Googlebot UserAgent Good For Something

| 14 Comments | 2 TrackBacks

One of my pet annonyances when browsing around on the net is sites where you have to register for no good reason. I have enough useless accounts as it is. What's even more annonying is when they return a different result to the search engine bots so that more than just the registration page is indexed.

A prime example of this is Unison.ie. When searching for current Irish news it usually ranks fairly high on Google, however all the pages require you register first before you view them. The registration gives no advantage to people like me who just want to a quick look at the latest news. I suspect that I'm not alone and that lots of people will just go back and look for another site.

Unison's simple user agent checking makes it very easy to get in unmolested though. The User Agent Switcher Plugin for Firefox allows you to easily set exactly what user agent you want your browser to appear as.
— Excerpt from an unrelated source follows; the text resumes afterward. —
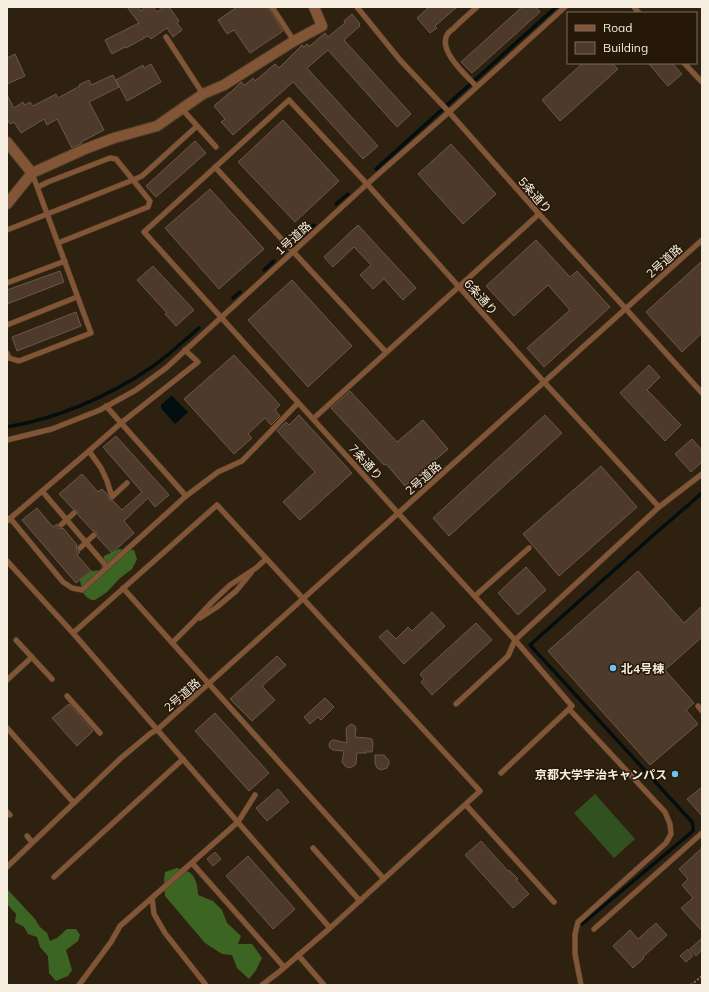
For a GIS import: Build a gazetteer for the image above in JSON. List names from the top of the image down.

The GoogleBot isn't in the list of Useragents available, but it is easily added. Switch to GoogleBot as your useragent, and magically you will have full access to the Unison site.

I know that Unison will probably close this hole within a few days now, but it's nice to be able to make a point. According to Google's Webmaster Help Center "crawler only" pages are a thing to avoid. I would class pages that react differently to GoogleBot as "crawler only" pages.

If Unison want to require people to register in order to get nice features such as customization, then grand, I have no problem with that. However, how much traffic are they missing out on by having the register page for everyone? And how many advertising impressions are they missing out on? I know that if I go to the BBC News site I will usually end up going to other stories which interest me, which means more page impressions on the BBC site. More impressions, more chance of clicking on ads, more money!

In this day and age it is senseless to have such stupid restrictions on a site like Unison that has enough content to be a massive earner on advertisments alone.

Update: I somehow managed to forget the user agent I'm using, it is:

Googlebot/2.1 (+http://www.googlebot.com/bot.html)

2 TrackBacks

from Unison.ie Cloaking - Will They Be Banned From Google? | Search Engine Optimisation Ireland .:. Red Cardinal on March 23, 2007 11:04 AM

TITLE: URL: http://www.redcardinal.ie/search-engine-optimisation/23-03-2007/unison-ie-cloaking/ IP: 64.247.42.6 BLOG NAME: Unison.ie Cloaking - Will They Be Banned From Google? | Search Engine Optimisation Ireland .:. Red Cardinal DATE: 03/23/2007 11:04:52 AM Read More

from Unison.ie Improvment on May 17, 2007 10:07 AM

TITLE: URL: http://blog.moybella.net/2007/05/17/unisonie-improvment/ IP: 81.17.240.212 BLOG NAME: Unison.ie Improvment DATE: 05/17/2007 10:07:11 AM Read More

14 Comments

The BBC don't run ads do they? I get your point though. I never visit that unison site, always thought it was stupid having to register to just read a story.

Anthony,

They don't, however it is a site that I go to and tend to stay at for a while. Unison should have enough content with the Independent and all the local papers to be able to do the same.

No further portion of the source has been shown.